BEGIN Material provided

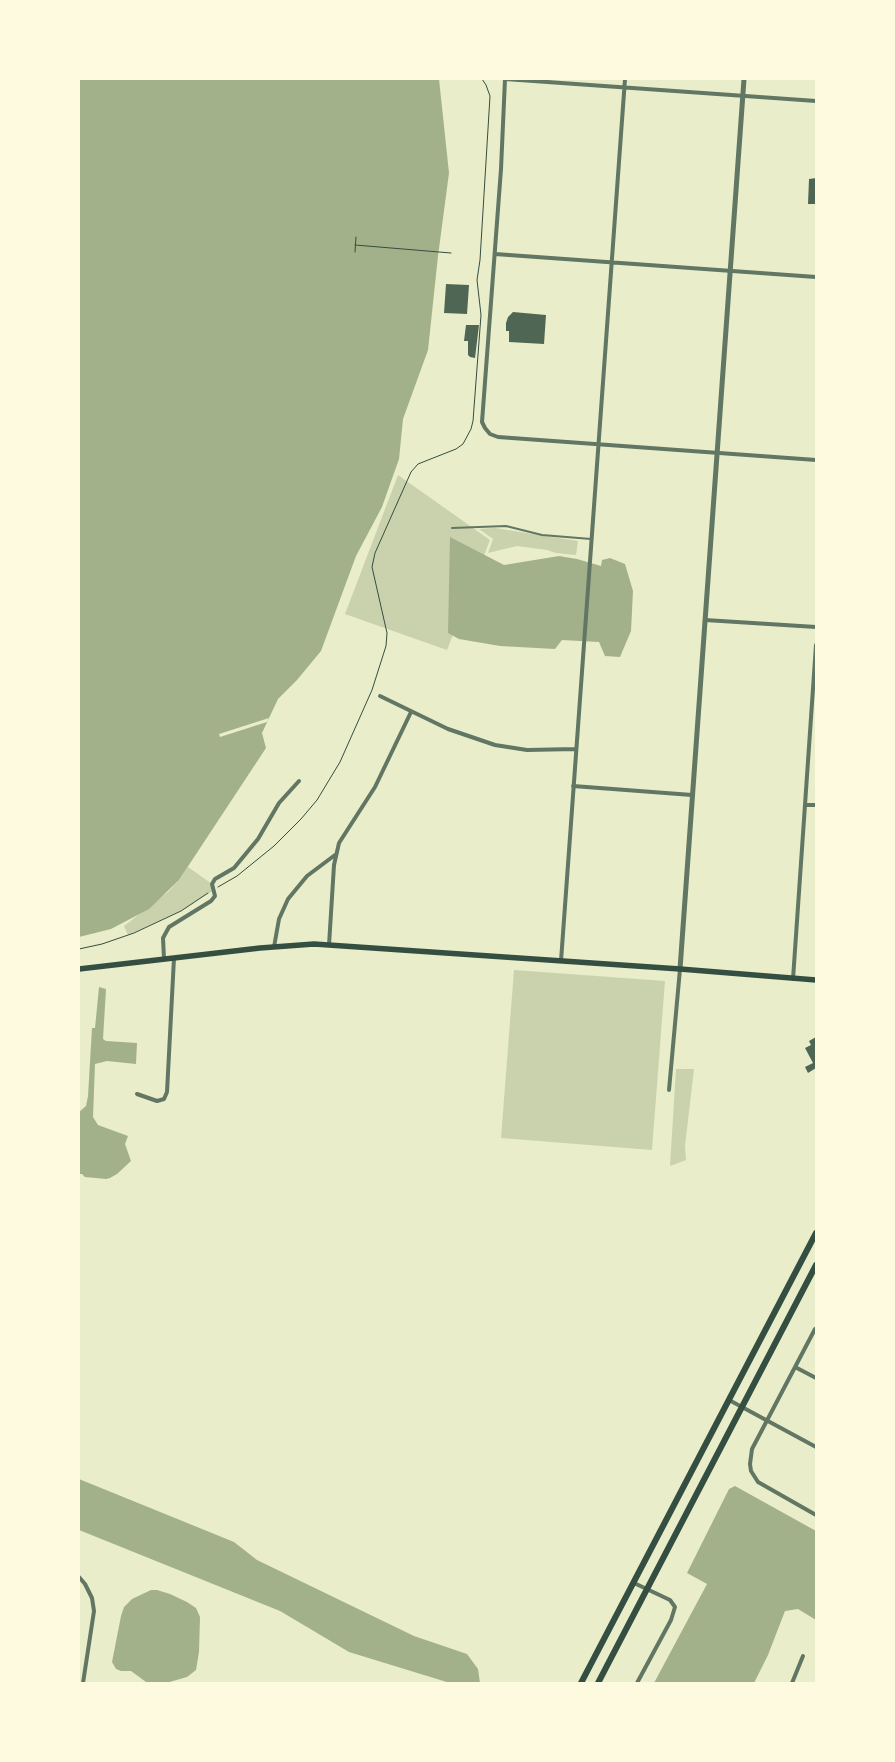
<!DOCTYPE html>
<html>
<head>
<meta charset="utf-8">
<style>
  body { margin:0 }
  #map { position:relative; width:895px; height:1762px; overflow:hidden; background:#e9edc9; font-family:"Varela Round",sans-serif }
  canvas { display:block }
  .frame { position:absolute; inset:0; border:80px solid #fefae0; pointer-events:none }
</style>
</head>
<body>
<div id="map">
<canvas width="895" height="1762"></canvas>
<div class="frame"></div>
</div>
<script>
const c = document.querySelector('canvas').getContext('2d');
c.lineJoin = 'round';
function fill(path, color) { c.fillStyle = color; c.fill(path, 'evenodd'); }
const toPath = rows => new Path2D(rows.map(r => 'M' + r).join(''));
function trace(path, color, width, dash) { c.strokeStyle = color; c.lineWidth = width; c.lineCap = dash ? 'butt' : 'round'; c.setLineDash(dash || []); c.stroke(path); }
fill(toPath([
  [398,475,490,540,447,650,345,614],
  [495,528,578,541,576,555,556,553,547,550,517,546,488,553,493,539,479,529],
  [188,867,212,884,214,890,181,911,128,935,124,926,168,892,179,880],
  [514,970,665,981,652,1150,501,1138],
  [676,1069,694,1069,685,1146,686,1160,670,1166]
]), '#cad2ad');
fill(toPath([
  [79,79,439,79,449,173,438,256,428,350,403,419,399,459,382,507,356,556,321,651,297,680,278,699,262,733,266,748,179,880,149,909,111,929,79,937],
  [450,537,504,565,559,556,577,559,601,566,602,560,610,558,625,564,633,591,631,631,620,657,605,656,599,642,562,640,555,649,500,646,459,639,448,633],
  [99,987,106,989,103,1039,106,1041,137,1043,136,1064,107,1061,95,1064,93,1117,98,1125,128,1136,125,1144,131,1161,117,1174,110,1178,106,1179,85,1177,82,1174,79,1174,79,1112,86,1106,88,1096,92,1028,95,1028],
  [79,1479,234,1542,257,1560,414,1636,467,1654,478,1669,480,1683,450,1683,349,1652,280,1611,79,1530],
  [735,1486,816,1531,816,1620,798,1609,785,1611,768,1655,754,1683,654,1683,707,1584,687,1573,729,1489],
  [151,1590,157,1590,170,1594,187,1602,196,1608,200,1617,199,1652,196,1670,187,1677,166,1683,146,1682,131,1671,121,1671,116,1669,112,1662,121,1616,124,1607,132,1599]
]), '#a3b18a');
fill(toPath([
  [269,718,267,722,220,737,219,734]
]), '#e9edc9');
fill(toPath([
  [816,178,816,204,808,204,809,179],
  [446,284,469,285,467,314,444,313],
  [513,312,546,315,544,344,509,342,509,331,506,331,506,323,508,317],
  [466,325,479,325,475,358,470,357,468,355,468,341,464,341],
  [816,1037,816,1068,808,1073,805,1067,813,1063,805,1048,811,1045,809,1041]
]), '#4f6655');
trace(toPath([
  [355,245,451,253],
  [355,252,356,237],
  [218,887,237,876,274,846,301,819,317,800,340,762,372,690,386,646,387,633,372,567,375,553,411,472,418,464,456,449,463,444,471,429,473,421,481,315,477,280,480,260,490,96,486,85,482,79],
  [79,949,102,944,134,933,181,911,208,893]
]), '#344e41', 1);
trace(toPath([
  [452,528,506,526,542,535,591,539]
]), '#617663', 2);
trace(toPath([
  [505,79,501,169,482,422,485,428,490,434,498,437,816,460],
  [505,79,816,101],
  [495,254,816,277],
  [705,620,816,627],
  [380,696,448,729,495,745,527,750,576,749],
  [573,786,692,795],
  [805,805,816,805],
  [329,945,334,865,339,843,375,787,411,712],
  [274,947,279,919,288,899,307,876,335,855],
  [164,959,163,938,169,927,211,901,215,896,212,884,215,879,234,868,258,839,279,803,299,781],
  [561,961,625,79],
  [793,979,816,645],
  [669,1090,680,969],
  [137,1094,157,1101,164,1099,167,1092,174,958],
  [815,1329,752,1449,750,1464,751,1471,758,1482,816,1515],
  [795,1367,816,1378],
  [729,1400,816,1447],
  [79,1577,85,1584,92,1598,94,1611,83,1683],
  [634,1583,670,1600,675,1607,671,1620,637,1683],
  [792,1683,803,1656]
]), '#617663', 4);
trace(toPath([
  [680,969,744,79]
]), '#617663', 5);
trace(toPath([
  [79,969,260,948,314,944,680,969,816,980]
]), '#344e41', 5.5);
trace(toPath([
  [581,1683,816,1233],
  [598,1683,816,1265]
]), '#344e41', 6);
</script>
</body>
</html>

END Material provided

■ **What is expected**
Output the lines above exactly, but only those between the line holding "function fill(path, color)" and the line holding "[676,1069,694,1069,685,1146,686,1160,670,1166]", inclusive.

■ **Reply**
function fill(path, color) { c.fillStyle = color; c.fill(path, 'evenodd'); }
const toPath = rows => new Path2D(rows.map(r => 'M' + r).join(''));
function trace(path, color, width, dash) { c.strokeStyle = color; c.lineWidth = width; c.lineCap = dash ? 'butt' : 'round'; c.setLineDash(dash || []); c.stroke(path); }
fill(toPath([
  [398,475,490,540,447,650,345,614],
  [495,528,578,541,576,555,556,553,547,550,517,546,488,553,493,539,479,529],
  [188,867,212,884,214,890,181,911,128,935,124,926,168,892,179,880],
  [514,970,665,981,652,1150,501,1138],
  [676,1069,694,1069,685,1146,686,1160,670,1166]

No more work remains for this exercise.